◆ **Prompt**: Your answer should consist of each line below that contains the string "view".

◆ **Information shown**:
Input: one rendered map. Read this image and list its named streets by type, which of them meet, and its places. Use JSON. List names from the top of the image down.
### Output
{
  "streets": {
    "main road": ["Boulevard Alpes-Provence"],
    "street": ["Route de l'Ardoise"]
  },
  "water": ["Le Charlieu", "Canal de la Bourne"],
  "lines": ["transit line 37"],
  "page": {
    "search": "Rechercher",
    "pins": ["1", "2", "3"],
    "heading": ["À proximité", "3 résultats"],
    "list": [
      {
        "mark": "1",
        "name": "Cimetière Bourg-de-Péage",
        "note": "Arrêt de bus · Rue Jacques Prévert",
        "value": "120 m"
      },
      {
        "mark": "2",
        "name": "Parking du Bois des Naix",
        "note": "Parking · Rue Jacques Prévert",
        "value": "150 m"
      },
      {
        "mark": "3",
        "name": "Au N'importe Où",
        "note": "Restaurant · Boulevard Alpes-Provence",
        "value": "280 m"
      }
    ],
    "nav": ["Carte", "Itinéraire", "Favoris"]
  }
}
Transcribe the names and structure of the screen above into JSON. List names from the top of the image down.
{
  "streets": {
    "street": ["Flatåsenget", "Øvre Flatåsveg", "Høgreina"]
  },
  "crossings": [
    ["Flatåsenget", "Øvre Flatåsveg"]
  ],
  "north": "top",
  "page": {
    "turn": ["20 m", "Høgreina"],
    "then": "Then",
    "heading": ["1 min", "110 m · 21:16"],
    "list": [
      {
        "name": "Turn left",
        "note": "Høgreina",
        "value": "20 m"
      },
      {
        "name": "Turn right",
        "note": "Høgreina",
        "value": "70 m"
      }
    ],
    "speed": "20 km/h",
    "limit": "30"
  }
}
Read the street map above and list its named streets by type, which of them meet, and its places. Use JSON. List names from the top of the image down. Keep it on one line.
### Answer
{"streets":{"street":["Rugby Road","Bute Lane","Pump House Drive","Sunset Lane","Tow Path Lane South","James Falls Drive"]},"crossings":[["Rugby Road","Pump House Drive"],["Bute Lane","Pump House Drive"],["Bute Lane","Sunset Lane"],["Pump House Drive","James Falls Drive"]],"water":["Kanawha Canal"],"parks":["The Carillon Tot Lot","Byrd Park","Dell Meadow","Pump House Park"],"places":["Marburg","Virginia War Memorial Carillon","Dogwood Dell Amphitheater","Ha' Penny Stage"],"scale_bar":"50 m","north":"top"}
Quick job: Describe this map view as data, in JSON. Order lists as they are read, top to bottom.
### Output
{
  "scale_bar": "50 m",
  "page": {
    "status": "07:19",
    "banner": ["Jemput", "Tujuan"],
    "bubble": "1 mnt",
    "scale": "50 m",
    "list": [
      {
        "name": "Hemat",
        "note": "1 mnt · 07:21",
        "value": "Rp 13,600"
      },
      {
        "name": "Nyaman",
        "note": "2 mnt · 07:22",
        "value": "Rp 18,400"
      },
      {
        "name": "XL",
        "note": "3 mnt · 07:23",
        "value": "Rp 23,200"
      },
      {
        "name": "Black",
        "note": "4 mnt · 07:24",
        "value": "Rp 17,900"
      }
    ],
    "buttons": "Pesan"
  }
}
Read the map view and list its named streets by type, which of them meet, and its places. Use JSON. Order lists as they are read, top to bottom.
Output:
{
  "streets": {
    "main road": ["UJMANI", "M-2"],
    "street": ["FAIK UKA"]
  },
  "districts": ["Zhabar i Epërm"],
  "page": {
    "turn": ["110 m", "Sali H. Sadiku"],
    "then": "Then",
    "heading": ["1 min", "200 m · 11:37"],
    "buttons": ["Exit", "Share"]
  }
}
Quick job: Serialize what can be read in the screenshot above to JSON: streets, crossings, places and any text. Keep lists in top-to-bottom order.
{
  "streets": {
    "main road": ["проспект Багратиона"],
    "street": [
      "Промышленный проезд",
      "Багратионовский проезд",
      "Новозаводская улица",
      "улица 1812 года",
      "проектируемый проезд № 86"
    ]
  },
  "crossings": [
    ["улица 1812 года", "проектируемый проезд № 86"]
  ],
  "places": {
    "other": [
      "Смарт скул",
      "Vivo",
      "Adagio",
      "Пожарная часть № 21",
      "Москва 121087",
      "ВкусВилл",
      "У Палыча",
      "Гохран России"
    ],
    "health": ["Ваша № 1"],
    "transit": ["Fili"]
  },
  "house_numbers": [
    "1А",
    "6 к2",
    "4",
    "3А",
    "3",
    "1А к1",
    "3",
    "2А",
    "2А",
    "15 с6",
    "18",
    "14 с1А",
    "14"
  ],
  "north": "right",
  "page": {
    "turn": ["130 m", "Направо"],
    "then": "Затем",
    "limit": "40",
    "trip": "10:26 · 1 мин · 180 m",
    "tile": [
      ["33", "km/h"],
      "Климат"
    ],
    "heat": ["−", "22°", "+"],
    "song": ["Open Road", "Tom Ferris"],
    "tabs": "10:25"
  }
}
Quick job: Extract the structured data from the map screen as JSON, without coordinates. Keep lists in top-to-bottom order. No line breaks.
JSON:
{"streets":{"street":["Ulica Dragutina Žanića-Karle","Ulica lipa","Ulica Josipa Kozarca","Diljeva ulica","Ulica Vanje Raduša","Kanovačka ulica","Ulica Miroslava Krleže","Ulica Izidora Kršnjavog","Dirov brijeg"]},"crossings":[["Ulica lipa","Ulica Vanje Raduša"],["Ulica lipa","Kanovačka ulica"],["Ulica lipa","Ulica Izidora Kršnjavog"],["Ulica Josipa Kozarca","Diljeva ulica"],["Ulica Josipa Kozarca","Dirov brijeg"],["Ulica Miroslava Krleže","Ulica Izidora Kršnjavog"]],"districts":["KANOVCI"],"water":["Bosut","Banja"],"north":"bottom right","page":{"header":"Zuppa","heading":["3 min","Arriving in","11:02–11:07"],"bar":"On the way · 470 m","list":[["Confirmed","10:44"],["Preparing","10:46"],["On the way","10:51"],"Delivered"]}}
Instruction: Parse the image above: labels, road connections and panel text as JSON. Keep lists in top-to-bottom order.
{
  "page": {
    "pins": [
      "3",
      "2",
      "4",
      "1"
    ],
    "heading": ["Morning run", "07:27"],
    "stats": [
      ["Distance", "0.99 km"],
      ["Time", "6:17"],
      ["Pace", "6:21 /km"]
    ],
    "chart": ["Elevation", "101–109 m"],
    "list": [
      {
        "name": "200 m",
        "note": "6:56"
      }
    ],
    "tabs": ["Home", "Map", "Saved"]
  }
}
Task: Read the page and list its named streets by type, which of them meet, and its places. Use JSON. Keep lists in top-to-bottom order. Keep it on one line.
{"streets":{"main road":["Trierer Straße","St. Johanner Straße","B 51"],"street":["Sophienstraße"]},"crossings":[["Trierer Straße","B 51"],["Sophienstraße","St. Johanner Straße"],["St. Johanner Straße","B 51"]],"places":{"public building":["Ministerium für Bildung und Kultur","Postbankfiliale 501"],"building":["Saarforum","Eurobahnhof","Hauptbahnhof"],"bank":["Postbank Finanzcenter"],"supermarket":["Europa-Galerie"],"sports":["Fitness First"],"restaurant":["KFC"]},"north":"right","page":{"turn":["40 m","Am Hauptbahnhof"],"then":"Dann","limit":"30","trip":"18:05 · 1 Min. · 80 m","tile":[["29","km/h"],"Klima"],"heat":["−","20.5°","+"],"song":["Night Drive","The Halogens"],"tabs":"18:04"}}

◆ **Answer section**:
Quick job: Describe this map view as data, in JSON. Order lists as they are read, top to bottom.
Read the map view and list its named streets by type, which of them meet, and its places. Use JSON. Order lists as they are read, top to bottom.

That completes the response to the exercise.